Excerpts from a dataset
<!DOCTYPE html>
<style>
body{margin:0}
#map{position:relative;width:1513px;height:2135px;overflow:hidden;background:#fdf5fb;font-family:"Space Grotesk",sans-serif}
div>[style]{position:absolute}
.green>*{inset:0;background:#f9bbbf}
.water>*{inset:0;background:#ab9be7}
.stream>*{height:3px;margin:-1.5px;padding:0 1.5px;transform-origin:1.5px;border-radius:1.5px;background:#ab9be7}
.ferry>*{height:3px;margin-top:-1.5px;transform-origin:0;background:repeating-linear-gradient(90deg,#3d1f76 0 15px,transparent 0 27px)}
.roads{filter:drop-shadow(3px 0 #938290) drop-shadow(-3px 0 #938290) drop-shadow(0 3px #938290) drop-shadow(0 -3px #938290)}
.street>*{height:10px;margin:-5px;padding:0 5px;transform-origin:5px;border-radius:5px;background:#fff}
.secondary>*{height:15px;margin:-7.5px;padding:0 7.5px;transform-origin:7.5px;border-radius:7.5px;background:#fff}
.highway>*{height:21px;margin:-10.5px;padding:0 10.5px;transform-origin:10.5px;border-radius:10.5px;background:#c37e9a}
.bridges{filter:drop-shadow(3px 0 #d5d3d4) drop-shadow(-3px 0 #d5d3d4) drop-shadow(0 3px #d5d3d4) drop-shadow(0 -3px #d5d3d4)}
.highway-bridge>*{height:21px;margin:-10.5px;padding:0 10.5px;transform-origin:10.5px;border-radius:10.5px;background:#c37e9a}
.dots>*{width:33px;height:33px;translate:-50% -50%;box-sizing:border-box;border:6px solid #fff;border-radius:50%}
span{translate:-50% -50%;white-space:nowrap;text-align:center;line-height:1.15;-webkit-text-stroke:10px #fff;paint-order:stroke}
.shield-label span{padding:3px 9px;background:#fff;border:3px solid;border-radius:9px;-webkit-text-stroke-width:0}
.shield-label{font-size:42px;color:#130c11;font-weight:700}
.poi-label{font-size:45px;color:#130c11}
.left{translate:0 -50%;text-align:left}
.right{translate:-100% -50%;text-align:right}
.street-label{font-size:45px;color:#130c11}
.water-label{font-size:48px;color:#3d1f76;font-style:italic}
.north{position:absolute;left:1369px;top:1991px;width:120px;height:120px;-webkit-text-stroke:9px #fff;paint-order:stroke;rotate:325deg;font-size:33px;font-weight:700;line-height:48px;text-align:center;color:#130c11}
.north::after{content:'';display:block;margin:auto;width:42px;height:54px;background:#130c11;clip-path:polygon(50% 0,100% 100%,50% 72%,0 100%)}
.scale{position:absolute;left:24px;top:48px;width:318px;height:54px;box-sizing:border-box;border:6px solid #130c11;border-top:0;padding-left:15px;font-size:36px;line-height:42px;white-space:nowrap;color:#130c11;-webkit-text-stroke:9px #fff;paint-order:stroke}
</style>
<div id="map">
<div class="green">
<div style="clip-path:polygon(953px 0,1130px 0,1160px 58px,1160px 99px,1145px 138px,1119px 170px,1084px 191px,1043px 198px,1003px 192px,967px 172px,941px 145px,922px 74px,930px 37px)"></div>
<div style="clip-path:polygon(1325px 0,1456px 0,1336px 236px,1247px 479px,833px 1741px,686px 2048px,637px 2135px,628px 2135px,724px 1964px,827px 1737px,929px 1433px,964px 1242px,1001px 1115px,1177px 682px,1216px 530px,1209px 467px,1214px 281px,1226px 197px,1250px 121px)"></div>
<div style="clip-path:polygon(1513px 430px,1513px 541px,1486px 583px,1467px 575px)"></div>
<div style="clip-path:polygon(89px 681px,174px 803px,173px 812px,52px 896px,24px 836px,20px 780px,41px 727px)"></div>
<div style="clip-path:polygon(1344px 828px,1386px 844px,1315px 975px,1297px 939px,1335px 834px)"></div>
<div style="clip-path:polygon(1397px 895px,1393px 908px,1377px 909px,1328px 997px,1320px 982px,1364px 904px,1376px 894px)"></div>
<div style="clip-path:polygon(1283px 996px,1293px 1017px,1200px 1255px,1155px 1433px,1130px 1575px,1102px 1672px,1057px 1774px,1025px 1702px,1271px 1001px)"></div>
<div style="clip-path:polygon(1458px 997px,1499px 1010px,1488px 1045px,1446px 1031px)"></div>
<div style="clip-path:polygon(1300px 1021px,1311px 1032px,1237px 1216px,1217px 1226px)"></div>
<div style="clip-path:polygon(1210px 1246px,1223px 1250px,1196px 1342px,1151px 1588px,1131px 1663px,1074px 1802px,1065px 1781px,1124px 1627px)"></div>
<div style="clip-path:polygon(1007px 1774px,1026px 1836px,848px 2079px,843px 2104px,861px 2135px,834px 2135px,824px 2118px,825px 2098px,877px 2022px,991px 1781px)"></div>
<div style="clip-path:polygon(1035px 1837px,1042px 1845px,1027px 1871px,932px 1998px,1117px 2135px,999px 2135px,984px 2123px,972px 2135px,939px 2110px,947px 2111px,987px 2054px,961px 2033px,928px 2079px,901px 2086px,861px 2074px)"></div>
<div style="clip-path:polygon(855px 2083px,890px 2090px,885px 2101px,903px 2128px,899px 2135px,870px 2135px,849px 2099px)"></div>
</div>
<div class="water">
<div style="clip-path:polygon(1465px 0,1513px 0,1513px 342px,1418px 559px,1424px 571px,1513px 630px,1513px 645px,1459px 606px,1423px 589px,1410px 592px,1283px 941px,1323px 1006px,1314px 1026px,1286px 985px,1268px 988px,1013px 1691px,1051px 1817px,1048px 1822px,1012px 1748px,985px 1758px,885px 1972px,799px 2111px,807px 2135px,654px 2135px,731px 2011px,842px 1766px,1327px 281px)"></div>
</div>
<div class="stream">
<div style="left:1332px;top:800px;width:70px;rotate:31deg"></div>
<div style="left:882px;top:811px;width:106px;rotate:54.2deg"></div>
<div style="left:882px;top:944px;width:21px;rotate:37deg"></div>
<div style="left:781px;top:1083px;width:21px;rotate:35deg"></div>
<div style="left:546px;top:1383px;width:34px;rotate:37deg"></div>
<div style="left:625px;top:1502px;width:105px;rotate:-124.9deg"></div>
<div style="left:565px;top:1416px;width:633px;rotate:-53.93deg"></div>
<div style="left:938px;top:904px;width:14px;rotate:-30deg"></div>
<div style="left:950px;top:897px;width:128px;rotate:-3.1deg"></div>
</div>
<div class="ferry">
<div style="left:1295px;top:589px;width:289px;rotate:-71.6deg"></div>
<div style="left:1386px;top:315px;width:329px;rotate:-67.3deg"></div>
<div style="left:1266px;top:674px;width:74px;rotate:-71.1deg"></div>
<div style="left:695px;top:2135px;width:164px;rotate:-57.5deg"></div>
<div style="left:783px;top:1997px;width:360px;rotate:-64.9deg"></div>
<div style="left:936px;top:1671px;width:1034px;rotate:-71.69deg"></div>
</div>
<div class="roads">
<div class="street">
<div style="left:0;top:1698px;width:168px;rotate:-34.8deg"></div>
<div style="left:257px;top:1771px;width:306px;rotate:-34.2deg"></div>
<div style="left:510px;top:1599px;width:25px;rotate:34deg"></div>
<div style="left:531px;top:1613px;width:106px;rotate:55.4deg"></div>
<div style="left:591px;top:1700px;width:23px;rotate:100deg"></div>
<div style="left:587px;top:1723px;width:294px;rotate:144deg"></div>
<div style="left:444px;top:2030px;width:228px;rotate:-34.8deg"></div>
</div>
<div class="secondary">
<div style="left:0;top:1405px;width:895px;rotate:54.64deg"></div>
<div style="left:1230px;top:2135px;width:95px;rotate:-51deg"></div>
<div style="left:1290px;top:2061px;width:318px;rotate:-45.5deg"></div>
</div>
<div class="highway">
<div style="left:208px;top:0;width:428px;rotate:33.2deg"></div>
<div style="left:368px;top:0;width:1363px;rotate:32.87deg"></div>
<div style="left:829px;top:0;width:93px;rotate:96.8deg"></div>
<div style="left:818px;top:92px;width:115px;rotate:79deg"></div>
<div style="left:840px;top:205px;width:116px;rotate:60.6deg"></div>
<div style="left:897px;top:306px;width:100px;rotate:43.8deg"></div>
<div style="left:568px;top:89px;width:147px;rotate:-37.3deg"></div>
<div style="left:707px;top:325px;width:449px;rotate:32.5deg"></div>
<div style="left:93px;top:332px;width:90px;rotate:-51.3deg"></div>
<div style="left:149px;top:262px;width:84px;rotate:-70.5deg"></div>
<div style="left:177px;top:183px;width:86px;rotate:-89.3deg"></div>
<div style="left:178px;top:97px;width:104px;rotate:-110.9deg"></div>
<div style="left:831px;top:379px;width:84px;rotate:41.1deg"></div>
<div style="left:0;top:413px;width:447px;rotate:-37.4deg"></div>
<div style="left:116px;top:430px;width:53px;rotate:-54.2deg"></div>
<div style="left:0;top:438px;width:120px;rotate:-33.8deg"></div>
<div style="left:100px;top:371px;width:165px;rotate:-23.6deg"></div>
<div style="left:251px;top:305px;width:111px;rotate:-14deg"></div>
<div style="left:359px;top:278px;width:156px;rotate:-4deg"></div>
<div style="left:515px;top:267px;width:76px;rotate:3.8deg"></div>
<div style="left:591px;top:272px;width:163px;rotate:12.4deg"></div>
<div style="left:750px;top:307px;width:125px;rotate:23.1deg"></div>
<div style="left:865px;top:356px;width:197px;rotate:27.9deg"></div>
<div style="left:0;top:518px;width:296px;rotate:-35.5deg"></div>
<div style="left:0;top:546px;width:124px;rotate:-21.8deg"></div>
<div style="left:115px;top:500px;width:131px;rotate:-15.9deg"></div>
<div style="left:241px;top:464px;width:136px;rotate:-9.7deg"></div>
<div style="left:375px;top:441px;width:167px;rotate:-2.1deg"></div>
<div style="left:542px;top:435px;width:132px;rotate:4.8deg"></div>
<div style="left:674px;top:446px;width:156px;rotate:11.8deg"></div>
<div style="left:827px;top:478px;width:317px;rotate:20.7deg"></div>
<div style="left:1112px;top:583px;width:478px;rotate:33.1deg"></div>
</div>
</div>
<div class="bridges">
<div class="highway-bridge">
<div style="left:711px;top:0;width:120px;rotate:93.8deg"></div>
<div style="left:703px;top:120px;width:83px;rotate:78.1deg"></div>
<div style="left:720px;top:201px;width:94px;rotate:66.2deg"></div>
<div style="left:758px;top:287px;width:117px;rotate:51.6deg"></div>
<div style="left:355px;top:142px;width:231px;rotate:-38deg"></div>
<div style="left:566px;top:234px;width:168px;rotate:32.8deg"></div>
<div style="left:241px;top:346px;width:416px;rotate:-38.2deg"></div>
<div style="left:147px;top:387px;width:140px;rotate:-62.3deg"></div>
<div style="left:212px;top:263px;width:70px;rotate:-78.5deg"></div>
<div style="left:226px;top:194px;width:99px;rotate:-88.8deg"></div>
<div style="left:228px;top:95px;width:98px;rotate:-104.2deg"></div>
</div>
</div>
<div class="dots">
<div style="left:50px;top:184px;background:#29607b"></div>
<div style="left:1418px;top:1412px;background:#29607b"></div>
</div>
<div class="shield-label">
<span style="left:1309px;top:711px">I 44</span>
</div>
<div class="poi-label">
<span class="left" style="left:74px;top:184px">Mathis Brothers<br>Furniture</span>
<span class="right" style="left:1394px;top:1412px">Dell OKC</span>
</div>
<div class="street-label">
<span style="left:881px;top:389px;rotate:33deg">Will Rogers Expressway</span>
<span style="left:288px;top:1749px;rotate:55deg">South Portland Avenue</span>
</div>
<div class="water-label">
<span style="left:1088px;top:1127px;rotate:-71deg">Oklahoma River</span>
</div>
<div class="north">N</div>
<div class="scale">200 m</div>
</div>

## Exercise instructions
In the entries, find every line holding "stream" and copy it.

## Written response
.stream>*{height:3px;margin:-1.5px;padding:0 1.5px;transform-origin:1.5px;border-radius:1.5px;background:#ab9be7}
<div class="stream">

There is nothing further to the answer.